Lobster thermidor

Lobster

Lobster thermidor
 
Serves: 1
Ingredients
  • 1 450g-675g live lobster, or cooked
  • for the sauce:
  • 15g butter
  • 1 shallot, finely chopped
  • 60ml white wine
  • 60ml fish or shellfish stock
  • 75ml double cream
  • ¼ tsp English mustard
  • 1½tsp lemon juice, freshly squeezed
  • 1tbsp flat leaf parsley, finely chopped
  • 1tsp tarragon, finely chopped
  • salt and freshly ground black pepper
  • 40g grated Gruyere cheese
Method
  1. Place the lobster in a freezer for 2 hours to render it inert.
  2. Bring large pan of salted water to a rolling boil, lower the lobster into it carefully.
  3. Cook the lobster for 10-12 mins per 500g.
  4. Allow to cool, then split in half lengthways and clean out the stomach sac, the black intestine and any bits of stray shell.
  5. Extract all the meat from the tail and claws.
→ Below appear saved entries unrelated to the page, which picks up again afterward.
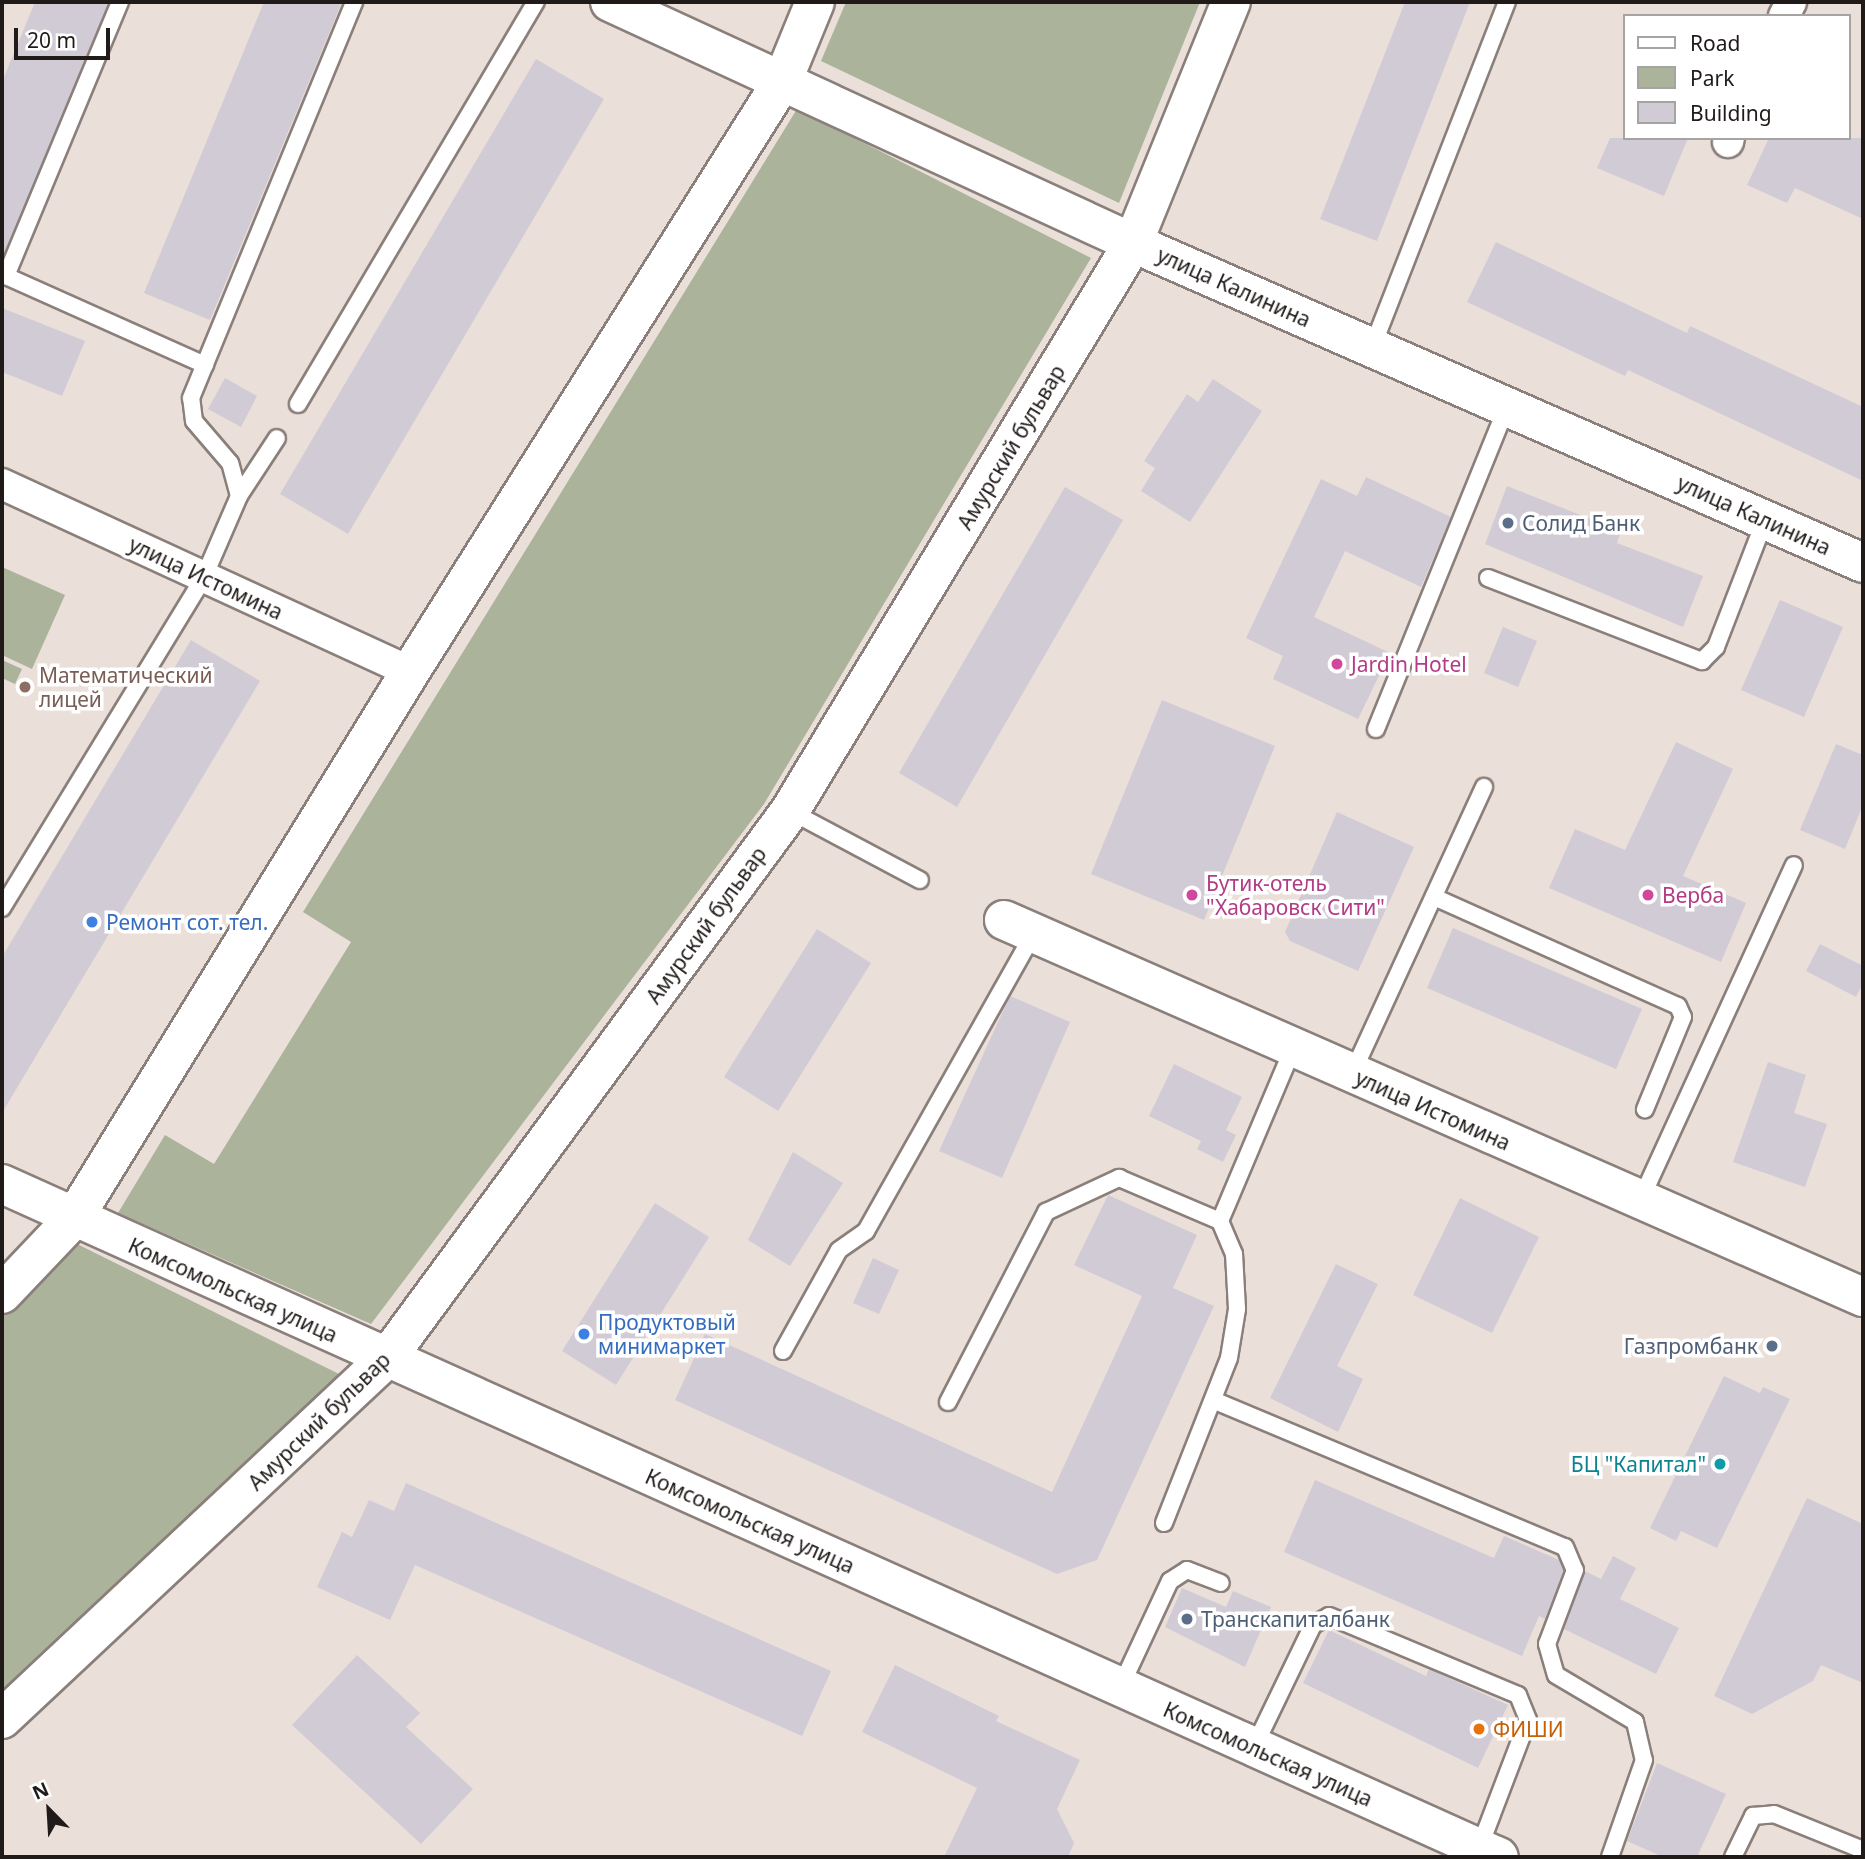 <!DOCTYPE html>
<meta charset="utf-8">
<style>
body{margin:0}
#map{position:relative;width:1865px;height:1859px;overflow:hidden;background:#ebdfd9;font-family:"Noto Sans",sans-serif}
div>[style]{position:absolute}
.green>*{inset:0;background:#abb39a}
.building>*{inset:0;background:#d1cbd5}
.roads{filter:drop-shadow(2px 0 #8a7f7a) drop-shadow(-2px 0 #8a7f7a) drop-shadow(0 2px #8a7f7a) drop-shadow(0 -2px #8a7f7a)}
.lane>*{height:16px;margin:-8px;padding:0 8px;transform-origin:8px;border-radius:8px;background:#fff}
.street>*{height:30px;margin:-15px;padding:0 15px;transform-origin:15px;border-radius:15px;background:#fff}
.secondary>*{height:38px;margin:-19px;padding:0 19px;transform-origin:19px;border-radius:19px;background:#fff}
.primary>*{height:38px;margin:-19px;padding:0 19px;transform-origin:19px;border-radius:19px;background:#fff}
.dots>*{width:19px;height:19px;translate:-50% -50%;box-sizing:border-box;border:4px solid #fff;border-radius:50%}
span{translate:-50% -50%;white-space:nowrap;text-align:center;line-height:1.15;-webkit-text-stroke:7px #fff;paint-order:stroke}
.street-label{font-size:21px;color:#201b19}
.service-label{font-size:21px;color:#4e5e75}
.left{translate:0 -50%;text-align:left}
.right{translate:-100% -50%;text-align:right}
.hotel-label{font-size:21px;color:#b23c85}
.education-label{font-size:21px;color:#785e54}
.shop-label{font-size:21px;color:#366cbe}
.culture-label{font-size:21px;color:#0d838f}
.food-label{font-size:21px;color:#c56008}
.frame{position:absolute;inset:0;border:4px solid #201b19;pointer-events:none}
.legend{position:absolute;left:1623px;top:14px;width:228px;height:126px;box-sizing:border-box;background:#fff;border:2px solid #a6a4a3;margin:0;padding:9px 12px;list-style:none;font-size:21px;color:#201b19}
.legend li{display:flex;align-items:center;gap:14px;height:35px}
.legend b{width:35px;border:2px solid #a6a4a3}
.north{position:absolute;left:14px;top:1775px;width:70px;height:70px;-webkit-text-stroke:5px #fff;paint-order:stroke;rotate:336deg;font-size:19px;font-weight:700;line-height:28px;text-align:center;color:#201b19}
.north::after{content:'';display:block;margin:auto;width:24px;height:32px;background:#201b19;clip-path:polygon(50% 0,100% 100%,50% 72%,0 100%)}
.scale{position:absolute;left:14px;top:28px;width:96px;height:32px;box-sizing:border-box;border:4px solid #201b19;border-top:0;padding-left:9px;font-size:21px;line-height:24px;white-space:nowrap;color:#201b19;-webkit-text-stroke:5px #fff;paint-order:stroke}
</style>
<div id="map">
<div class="green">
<i style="clip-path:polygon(846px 2px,1200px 2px,1119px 203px,821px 61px)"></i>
<i style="clip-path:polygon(797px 109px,1091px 258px,764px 804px,371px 1324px,118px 1213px,165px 1135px,214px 1164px,351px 942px,303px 912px)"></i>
<i style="clip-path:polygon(2px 567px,65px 595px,32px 669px,2px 655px)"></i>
<i style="clip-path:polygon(2px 660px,22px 669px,15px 684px,2px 678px)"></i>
<i style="clip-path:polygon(73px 1242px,341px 1375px,2px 1696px,2px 1316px)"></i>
</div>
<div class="building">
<i style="clip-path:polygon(35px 2px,109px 2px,2px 259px,2px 82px)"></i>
<i style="clip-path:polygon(264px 2px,342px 2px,210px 320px,144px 293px)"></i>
<i style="clip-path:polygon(1405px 2px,1470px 2px,1377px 241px,1320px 219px)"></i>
<i style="clip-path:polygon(536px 59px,604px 99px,348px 534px,280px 494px)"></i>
<i style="clip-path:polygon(1610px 138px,1688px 138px,1664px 196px,1597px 168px)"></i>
<i style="clip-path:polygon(1769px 138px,1863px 138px,1863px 219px,1795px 188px,1787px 203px,1747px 185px)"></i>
<i style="clip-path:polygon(1496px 242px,1687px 333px,1690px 326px,1863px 407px,1863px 481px,1628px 370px,1625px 376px,1467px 302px)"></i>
<i style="clip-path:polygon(2px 308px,85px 341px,62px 396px,2px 372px)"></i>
<i style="clip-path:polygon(225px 378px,257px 396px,241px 427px,208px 409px)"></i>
<i style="clip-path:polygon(1213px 379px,1262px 411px,1190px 522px,1141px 491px,1155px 468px,1144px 461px,1187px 394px,1198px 402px)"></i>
<i style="clip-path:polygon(1366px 477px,1451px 517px,1421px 587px,1345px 551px,1314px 617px,1390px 653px,1358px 719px,1273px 679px,1283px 656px,1246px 638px,1321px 479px,1357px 496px)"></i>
<i style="clip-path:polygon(1507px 486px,1621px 531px,1617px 543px,1703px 576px,1683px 627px,1485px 544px)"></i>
<i style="clip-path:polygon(1065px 487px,1123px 520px,957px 807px,899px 773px)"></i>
<i style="clip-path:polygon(1780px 600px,1843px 627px,1804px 717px,1741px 690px)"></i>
<i style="clip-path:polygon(1503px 627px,1537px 641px,1518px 687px,1484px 673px)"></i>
<i style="clip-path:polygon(191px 640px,260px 681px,2px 1113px,2px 957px)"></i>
<i style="clip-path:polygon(1162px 700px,1275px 746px,1204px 920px,1091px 874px)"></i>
<i style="clip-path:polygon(1676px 742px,1733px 769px,1683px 876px,1746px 903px,1721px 962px,1549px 888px,1575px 829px,1625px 850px)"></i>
<i style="clip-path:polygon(1836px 744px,1863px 755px,1863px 805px,1845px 849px,1800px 830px)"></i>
<i style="clip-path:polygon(1337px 812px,1414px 847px,1358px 971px,1290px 941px,1285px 932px)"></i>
<i style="clip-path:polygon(1453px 928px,1642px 1009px,1616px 1069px,1427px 988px)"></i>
<i style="clip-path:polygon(817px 929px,871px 963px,778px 1111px,724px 1077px)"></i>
<i style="clip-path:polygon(1820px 944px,1863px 966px,1863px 983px,1856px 997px,1806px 971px)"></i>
<i style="clip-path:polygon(1010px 996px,1070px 1022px,1002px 1178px,939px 1151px)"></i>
<i style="clip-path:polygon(1768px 1062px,1806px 1075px,1794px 1113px,1827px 1124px,1805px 1187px,1733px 1162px)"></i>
<i style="clip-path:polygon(1174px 1064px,1242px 1097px,1226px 1130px,1236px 1135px,1223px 1162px,1197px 1149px,1201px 1141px,1149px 1116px)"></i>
<i style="clip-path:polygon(793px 1152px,843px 1183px,790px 1266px,748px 1240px)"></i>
<i style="clip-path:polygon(1108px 1195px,1197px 1235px,1173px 1288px,1214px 1306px,1097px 1560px,1057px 1574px,675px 1400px,705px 1334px,1052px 1492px,1142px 1296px,1074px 1265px)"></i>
<i style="clip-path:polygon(1460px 1198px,1539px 1237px,1492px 1333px,1413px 1295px)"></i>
<i style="clip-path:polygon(655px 1203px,709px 1237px,616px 1385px,562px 1351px)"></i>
<i style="clip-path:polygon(873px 1258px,899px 1270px,879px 1314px,853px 1303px)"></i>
<i style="clip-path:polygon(1336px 1264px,1378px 1284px,1337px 1366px,1363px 1379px,1338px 1432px,1270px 1398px)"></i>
<i style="clip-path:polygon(1724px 1376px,1760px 1393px,1763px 1387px,1790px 1399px,1717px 1548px,1681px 1531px,1676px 1541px,1650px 1528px)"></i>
<i style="clip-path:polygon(1315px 1480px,1494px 1558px,1504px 1536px,1559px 1560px,1564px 1570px,1545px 1619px,1539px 1616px,1522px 1656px,1284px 1552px)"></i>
<i style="clip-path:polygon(406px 1483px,831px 1671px,802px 1736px,415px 1565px,390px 1620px,317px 1587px,342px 1532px,352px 1537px,369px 1500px,394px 1511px)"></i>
<i style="clip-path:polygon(1807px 1498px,1863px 1524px,1863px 1683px,1821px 1665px,1813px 1681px,1752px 1714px,1714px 1696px)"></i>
<i style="clip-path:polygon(1613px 1556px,1636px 1568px,1620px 1599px,1679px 1628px,1656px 1674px,1564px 1629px,1585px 1571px,1601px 1579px)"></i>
<i style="clip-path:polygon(1182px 1588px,1226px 1607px,1233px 1591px,1271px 1607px,1245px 1667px,1165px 1627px)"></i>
<i style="clip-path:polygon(1329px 1630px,1426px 1676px,1429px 1669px,1508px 1705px,1478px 1768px,1303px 1683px)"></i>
<i style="clip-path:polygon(357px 1655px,420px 1713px,406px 1727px,473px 1789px,421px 1844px,292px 1725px)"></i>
<i style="clip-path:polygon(895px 1665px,999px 1716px,996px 1721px,1080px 1760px,1057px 1809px,1074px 1843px,1068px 1857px,944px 1857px,977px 1788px,862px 1732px)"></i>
<i style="clip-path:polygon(1657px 1763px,1726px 1794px,1697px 1857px,1663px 1857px,1627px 1841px)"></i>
</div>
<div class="roads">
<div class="lane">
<i style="left:120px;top:2px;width:297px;rotate:112.6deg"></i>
<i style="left:6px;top:276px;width:218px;rotate:24.1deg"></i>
<i style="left:1372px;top:348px;width:371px;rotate:-68.7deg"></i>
<i style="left:298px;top:404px;width:467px;rotate:-59.4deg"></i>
<i style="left:239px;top:496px;width:69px;rotate:-56.8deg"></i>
<i style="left:1488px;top:578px;width:230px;rotate:21.2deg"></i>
<i style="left:1702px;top:661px;width:20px;rotate:-45deg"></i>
<i style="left:1716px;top:647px;width:136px;rotate:-68.9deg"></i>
<i style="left:1376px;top:729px;width:349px;rotate:-67.9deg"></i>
<i style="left:790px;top:811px;width:147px;rotate:28deg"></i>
<i style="left:1434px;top:897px;width:267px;rotate:24.1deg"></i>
<i style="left:1678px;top:1006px;width:12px;rotate:66deg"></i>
<i style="left:1683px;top:1017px;width:100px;rotate:112.4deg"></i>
<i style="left:2px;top:908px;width:388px;rotate:-58.6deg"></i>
<i style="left:204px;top:577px;width:88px;rotate:-66.6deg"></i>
<i style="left:239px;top:496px;width:34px;rotate:-105deg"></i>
<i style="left:230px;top:463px;width:55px;rotate:-130.6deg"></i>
<i style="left:194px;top:421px;width:23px;rotate:-97deg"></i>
<i style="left:191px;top:398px;width:428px;rotate:-67.6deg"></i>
<i style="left:1352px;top:1074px;width:316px;rotate:-65.3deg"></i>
<i style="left:1641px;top:1199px;width:367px;rotate:-65.4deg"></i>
<i style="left:783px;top:1351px;width:115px;rotate:-61deg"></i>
<i style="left:839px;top:1250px;width:33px;rotate:-35deg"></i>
<i style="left:866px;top:1231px;width:342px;rotate:-60.6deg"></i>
<i style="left:1213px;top:1400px;width:381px;rotate:22.7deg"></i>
<i style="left:1565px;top:1547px;width:25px;rotate:67deg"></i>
<i style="left:1575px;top:1570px;width:79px;rotate:110.7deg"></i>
<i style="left:1547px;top:1644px;width:32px;rotate:74deg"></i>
<i style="left:1556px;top:1675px;width:92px;rotate:30.7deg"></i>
<i style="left:1635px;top:1722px;width:39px;rotate:77deg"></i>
<i style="left:1644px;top:1760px;width:103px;rotate:109.3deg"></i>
<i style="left:948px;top:1402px;width:214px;rotate:-62.7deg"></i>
<i style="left:1046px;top:1212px;width:81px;rotate:-25deg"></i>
<i style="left:1119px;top:1178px;width:110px;rotate:23.1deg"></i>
<i style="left:1164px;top:1523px;width:177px;rotate:-68.5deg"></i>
<i style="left:1229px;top:1358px;width:50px;rotate:-80.7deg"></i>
<i style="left:1237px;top:1309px;width:55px;rotate:-93.1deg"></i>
<i style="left:1234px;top:1254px;width:36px;rotate:-113deg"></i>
<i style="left:1220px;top:1221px;width:188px;rotate:-67.1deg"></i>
<i style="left:1120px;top:1688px;width:118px;rotate:-65deg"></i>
<i style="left:1170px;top:1581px;width:20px;rotate:-33deg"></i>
<i style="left:1187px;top:1570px;width:36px;rotate:21deg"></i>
<i style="left:1254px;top:1747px;width:136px;rotate:-64.2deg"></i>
<i style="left:1313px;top:1625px;width:18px;rotate:-29deg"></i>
<i style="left:1329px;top:1616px;width:205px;rotate:22.7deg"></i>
<i style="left:1518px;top:1695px;width:27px;rotate:68deg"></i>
<i style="left:1528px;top:1720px;width:137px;rotate:110.9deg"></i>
<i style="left:1733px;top:1857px;width:46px;rotate:-64deg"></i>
<i style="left:1753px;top:1816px;width:21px;rotate:-5deg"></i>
<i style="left:1774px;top:1814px;width:96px;rotate:22deg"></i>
</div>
<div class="street">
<i style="left:1784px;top:16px;width:16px;rotate:-63deg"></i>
<i style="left:1728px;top:142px;width:4px;rotate:-76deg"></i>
<i style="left:2px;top:484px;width:449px;rotate:24.7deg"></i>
</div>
<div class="secondary">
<i style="left:1004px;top:920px;width:938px;rotate:23.7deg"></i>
<i style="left:2px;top:1184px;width:1641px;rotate:24.21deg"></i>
<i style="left:2px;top:1294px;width:105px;rotate:-46.5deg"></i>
<i style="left:74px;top:1218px;width:641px;rotate:-58.39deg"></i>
<i style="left:410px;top:672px;width:700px;rotate:-57.79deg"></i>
<i style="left:783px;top:80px;width:84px;rotate:-67.7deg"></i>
<i style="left:2px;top:1719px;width:528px;rotate:-43.16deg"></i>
<i style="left:387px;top:1358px;width:679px;rotate:-53.62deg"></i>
<i style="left:790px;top:811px;width:664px;rotate:-58.87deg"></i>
<i style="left:1133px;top:243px;width:260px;rotate:-67.9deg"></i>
</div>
<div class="primary">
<i style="left:610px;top:2px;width:576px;rotate:24.74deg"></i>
<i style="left:1133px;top:243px;width:797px;rotate:23.67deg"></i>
</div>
</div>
<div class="dots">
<i style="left:1508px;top:523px;background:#5c6f8a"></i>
<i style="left:1337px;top:664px;background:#d1479c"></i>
<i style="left:25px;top:687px;background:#8d6e63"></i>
<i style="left:1192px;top:895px;background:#d1479c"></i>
<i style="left:1648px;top:895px;background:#d1479c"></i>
<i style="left:92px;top:922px;background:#3f7fe0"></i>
<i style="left:584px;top:1334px;background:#3f7fe0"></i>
<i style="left:1772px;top:1346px;background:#5c6f8a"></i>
<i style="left:1720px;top:1464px;background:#0f9aa8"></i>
<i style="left:1187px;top:1619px;background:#5c6f8a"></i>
<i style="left:1479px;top:1729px;background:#e8710a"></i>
</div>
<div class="street-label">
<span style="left:1234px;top:287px;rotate:24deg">улица Калинина</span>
<span style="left:1011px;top:447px;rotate:-59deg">Амурский бульвар</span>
<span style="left:1754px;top:515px;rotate:24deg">улица Калинина</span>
<span style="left:206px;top:578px;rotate:25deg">улица Истомина</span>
<span style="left:706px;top:925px;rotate:-54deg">Амурский бульвар</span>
<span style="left:1433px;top:1110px;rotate:24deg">улица Истомина</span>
<span style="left:233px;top:1290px;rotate:24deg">Комсомольская улица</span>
<span style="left:319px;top:1421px;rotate:-44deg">Амурский бульвар</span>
<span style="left:750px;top:1521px;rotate:24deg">Комсомольская улица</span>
<span style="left:1268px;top:1754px;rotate:24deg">Комсомольская улица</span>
</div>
<div class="service-label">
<span class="left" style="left:1522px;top:523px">Солид Банк</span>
<span class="right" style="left:1758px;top:1346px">Газпромбанк</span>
<span class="left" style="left:1201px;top:1619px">Транскапиталбанк</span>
</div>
<div class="hotel-label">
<span class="left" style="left:1351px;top:664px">Jardin Hotel</span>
<span class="left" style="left:1206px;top:895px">Бутик-отель<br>"Хабаровск Сити"</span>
<span class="left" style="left:1662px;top:895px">Верба</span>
</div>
<div class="education-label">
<span class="left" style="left:39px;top:687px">Математический<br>лицей</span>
</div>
<div class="shop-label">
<span class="left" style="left:106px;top:922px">Ремонт сот. тел.</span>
<span class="left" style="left:598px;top:1334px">Продуктовый<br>минимаркет</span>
</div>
<div class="culture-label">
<span class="right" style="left:1706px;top:1464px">БЦ "Капитал"</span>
</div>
<div class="food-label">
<span class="left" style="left:1493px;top:1729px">ФИШИ</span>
</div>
<div class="frame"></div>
<ul class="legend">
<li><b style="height:9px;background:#fff"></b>Road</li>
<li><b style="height:19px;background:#abb39a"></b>Park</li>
<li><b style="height:19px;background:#d1cbd5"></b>Building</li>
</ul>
<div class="north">N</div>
<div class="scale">20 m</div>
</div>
  6. Keep any roe and liver.
  7. Chop the meat into small chunks and set aside.
  8. Line a grill pan with foil and set the grill to the highest heat.
  9. Melt the butter in a small pan and fry the chopped shallot gently until soft but not brown.
  10. Add the wine and reduce it by half, then add the stock and reduce that by half.
  11. Add the cream and boil until thickened, and then stir in the mustard, lemon and herbs, season with salt and pepper to taste.
  12. There should be enough sauce to coat the chopped lobster and some left over to fill the cavity.
  13. Stir in half the cheese until it has melted through.
  14. Combine the lobster meat with the sauce, divide between the shells and sprinkle the rest of the cheese on top.
  15. Pop the lobster under a hot grill for 3-4 mins until it’s bubbling and golden brown.